Pengembangan kebijakan preventif adalah proses merumuskan dan menerapkan langkah-
langkah untuk mencegah terjadinya masalah atau risiko yang dapat merugikan individu, kelompok,
atau masyarakat. Tujuan utama dari kebijakan preventif adalah menghindari atau mengurangi
dampak negatif suatu kejadian sebelum kejadian tersebut terjadi. Dalam pengembangan kebijakan
preventif, langkah-langkah yang diambil meliputi identifikasi potensi risiko, analisis penyebab,
penyusunan rencana tindakan, dan implementasi kebijakan tersebut. Metode yang digunakan dapat
beragam, seperti penyuluhan, pendidikan, pelatihan, pengawasan, dan pengaturan peraturan.
Contoh pengembangan kebijakan preventif dapat ditemukan di berbagai bidang, seperti
kesehatan, keamanan, lingkungan, dan sosial. Misalnya, kebijakan preventif dalam bidang
kesehatan dapat melibatkan program imunisasi untuk mencegah penyebaran penyakit, sementara
dalam bidang keamanan, kebijakan preventif dapat berupa pemeriksaan dan pengawasan ketat di
bandara untuk mencegah terjadinya tindakan teroris.
Keberhasilan kebijakan preventif dapat diukur dari tingkat penurunan risiko atau dampak
negatif yang terjadi. Selain itu, penting juga untuk melibatkan partisipasi masyarakat dalam
pengembangan kebijakan preventif agar langkah-langkah yang diambil lebih efektif dan relevan
dengan kebutuhan dan konteks masyarakat yang bersangkutan.

5. Pendidikan budaya anti korupsi


Pendidikan budaya anti korupsi adalah upaya untuk mengajarkan nilai-nilai integritas,
transparansi, dan akuntabilitas kepada masyarakat agar mereka memiliki pemahaman yang kuat
tentang pentingnya menolak dan melawan korupsi.
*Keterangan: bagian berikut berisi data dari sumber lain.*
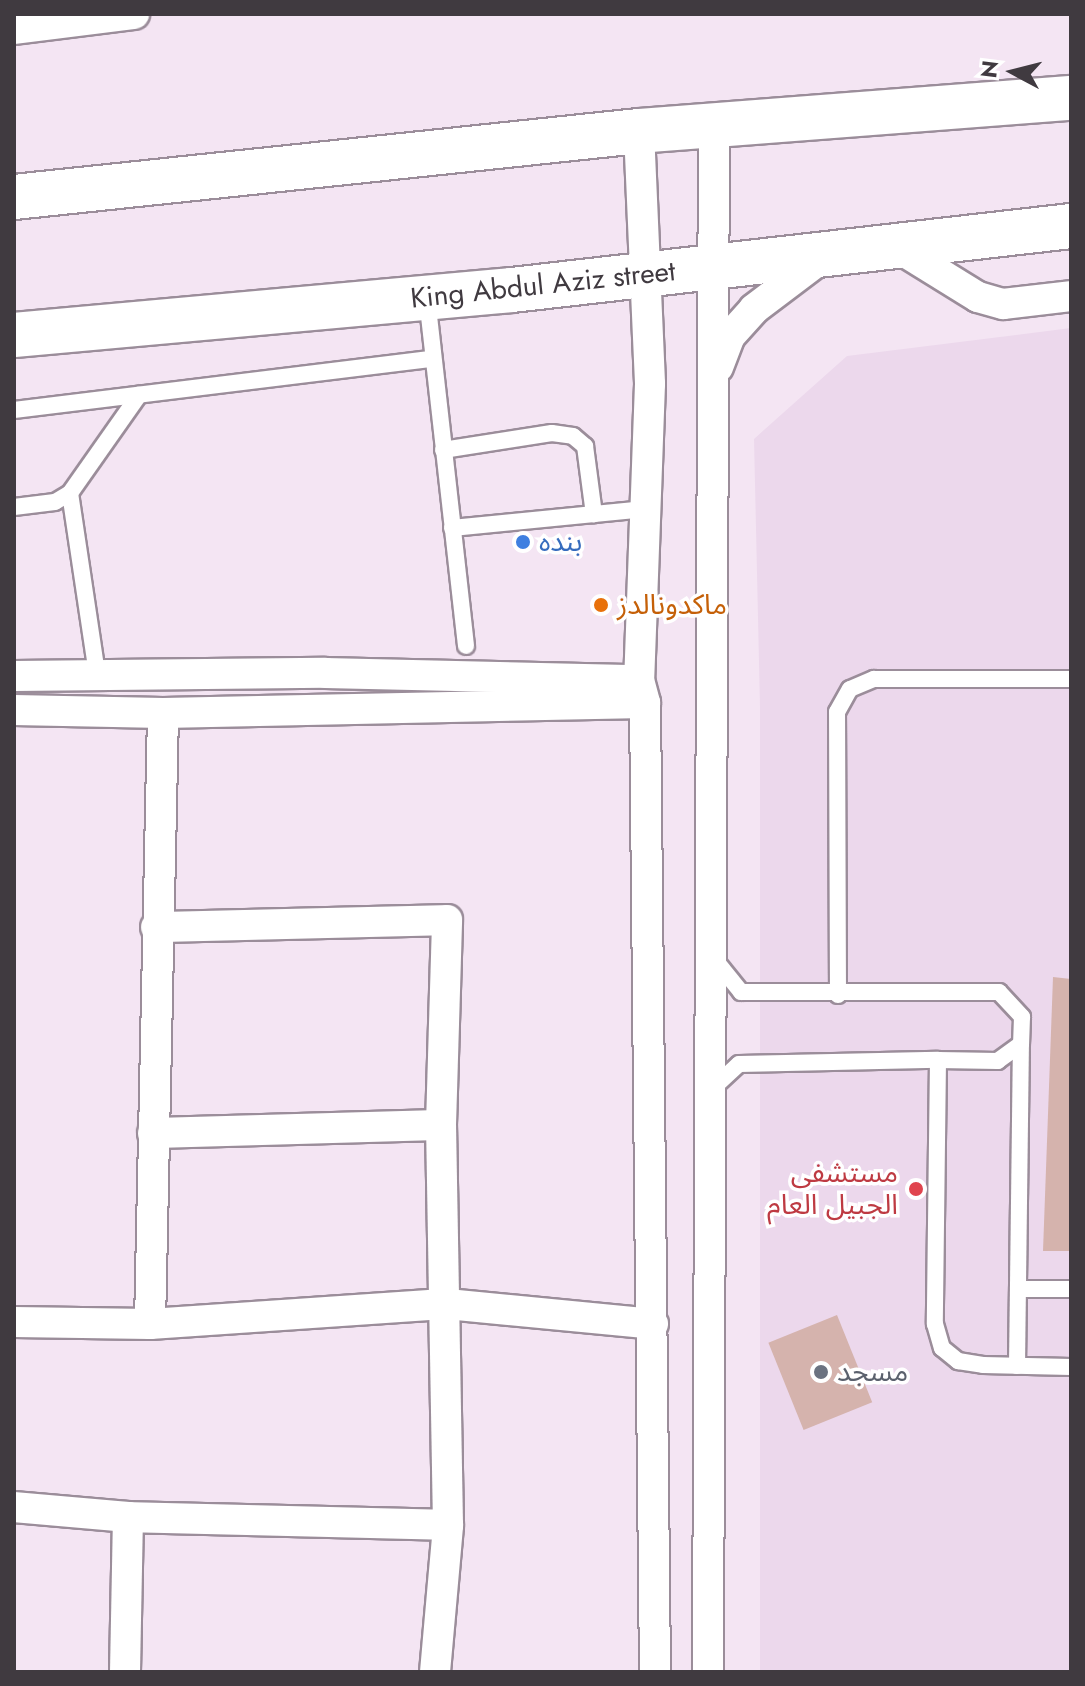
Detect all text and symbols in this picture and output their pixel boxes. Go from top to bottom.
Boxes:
north arrow [973,32,1053,112]
text: N [972,58,1006,80]
street label: King Abdul Aziz street [409,254,677,316]
place label: بنده [539,525,582,559]
marker: بنده [514,533,532,551]
place label: ماكدونالدز [617,588,727,622]
marker: ماكدونالدز [592,596,610,614]
place label: مستشفى الجبيل العام [767,1156,898,1222]
marker: مستشفى الجبيل العام [905,1178,927,1200]
place label: مسجد [837,1355,908,1389]
marker: مسجد [812,1363,830,1381]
Pendidikan ini bertujuan untuk menciptakan
budaya yang menjunjung tinggi kejujuran, etika, dan moralitas dalam kehidupan sehari-hari.
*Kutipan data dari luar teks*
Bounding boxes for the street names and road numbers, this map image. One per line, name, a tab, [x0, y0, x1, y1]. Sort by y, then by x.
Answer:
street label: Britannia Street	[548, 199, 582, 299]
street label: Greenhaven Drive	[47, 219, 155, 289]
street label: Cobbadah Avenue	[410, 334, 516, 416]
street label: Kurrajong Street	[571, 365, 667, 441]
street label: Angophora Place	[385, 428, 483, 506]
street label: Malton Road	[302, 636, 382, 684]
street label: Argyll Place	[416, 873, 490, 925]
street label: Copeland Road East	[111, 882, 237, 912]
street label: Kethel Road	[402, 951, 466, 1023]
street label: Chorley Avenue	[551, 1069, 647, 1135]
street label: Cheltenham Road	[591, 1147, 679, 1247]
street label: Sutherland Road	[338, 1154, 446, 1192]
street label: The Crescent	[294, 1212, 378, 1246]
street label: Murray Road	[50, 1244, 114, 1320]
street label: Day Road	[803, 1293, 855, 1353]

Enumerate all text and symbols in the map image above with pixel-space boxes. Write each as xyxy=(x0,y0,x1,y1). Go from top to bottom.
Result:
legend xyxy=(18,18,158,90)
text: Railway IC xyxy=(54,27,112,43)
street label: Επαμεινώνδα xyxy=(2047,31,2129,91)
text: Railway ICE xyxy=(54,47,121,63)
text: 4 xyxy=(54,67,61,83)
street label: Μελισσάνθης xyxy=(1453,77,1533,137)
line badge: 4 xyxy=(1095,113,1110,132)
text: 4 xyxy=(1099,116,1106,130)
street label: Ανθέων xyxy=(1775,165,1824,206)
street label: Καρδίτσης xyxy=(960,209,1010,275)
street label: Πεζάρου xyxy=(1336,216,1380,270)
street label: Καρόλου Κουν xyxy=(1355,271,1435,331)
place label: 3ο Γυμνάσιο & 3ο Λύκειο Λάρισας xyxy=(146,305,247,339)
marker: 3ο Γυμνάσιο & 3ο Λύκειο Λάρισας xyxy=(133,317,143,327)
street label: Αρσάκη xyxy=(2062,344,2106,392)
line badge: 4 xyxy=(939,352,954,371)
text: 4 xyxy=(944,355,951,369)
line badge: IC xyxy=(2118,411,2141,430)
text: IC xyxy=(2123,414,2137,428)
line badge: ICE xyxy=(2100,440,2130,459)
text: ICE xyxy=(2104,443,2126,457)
Pendidikan budaya anti korupsi dapat dilakukan melalui berbagai cara, seperti melibatkan sekolah-
sekolah dalam program pendidikan anti korupsi, menyediakan pelatihan dan bimbingan bagi para
pemimpin dan pegawai publik, serta mengadakan kampanye sosial untuk meningkatkan kesadaran
masyarakat tentang bahaya dan dampak negatif korupsi.
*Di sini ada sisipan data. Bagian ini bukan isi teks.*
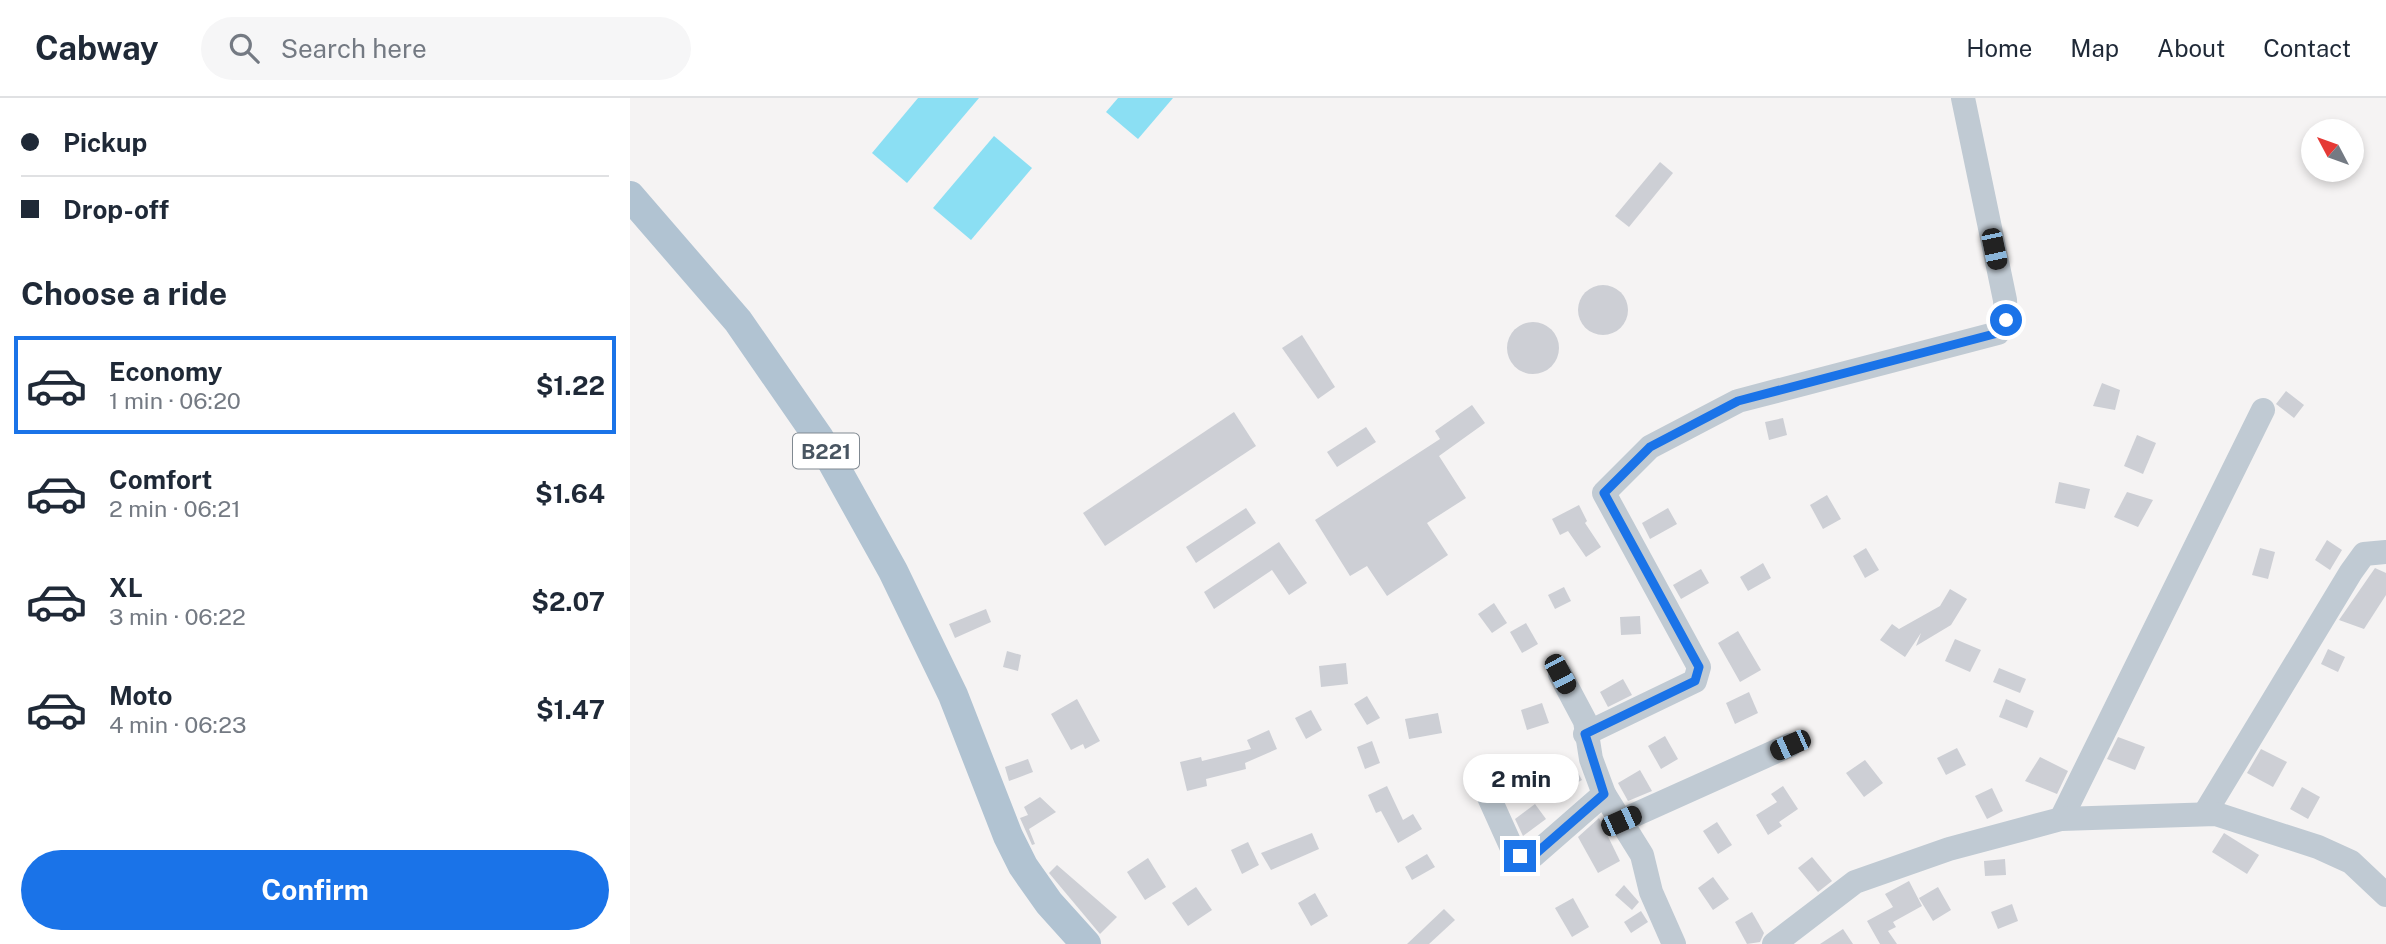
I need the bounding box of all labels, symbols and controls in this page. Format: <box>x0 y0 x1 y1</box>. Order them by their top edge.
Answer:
search box <box>201 17 691 80</box>
text: Cabway <box>35 29 159 67</box>
icon: search <box>225 29 263 67</box>
text: Search here <box>281 33 427 64</box>
text: Home <box>1966 34 2032 62</box>
text: Map <box>2070 34 2119 62</box>
text: About <box>2157 34 2225 62</box>
text: Contact <box>2263 34 2351 62</box>
north arrow <box>2301 119 2364 182</box>
map controls <box>2301 119 2364 182</box>
text: Pickup <box>63 127 147 158</box>
text: Drop-off <box>63 194 169 225</box>
car <box>1980 226 2009 272</box>
text: Choose a ride <box>21 275 227 312</box>
route start <box>1990 304 2022 336</box>
icon: car <box>25 354 88 417</box>
text: Economy <box>109 356 222 387</box>
text: $1.22 <box>536 370 605 401</box>
text: 1 min · 06:20 <box>109 387 241 414</box>
road number: B221 <box>793 434 859 468</box>
icon: car <box>25 462 88 525</box>
text: Comfort <box>109 464 212 495</box>
text: $1.64 <box>535 478 605 509</box>
text: 2 min · 06:21 <box>109 495 241 522</box>
icon: car <box>25 570 88 633</box>
text: XL <box>109 572 143 603</box>
text: $2.07 <box>531 586 605 617</box>
text: 3 min · 06:22 <box>109 603 246 630</box>
car <box>1541 651 1580 697</box>
icon: car <box>25 678 88 741</box>
text: Moto <box>109 680 172 711</box>
text: $1.47 <box>536 694 605 725</box>
text: 4 min · 06:23 <box>109 711 246 738</box>
car <box>1767 727 1814 763</box>
callout: 2 min <box>1462 754 1578 804</box>
text: 2 min <box>1491 765 1551 792</box>
car <box>1598 803 1645 839</box>
route end <box>1504 840 1536 872</box>
button: Confirm <box>21 850 609 930</box>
Dalam pendidikan budaya anti korupsi, penting untuk mengajarkan prinsip-prinsip dasar yang
meliputi penghargaan terhadap keadilan, kebenaran, dan kejujuran. Materi pendidikan ini juga
harus mencakup pemahaman tentang hak dan kewajiban sebagai warga negara yang berintegritas
serta pentingnya partisipasi aktif dalam pencegahan dan penanggulangan korupsi. Pendidikan
budaya anti korupsi juga harus melibatkan semua elemen masyarakat, termasuk keluarga, sekolah,
pemerintah, dan masyarakat sipil. Kolaborasi antara berbagai pihak akan memperkuat upaya dalam
menciptakan budaya yang menolak korupsi dan mempromosikan nilai-nilai kejujuran serta
integritas. Dengan demikian, pendidikan budaya anti korupsi menjadi sarana penting dalam
mewujudkan masyarakat yang bersih dan bebas korupsi.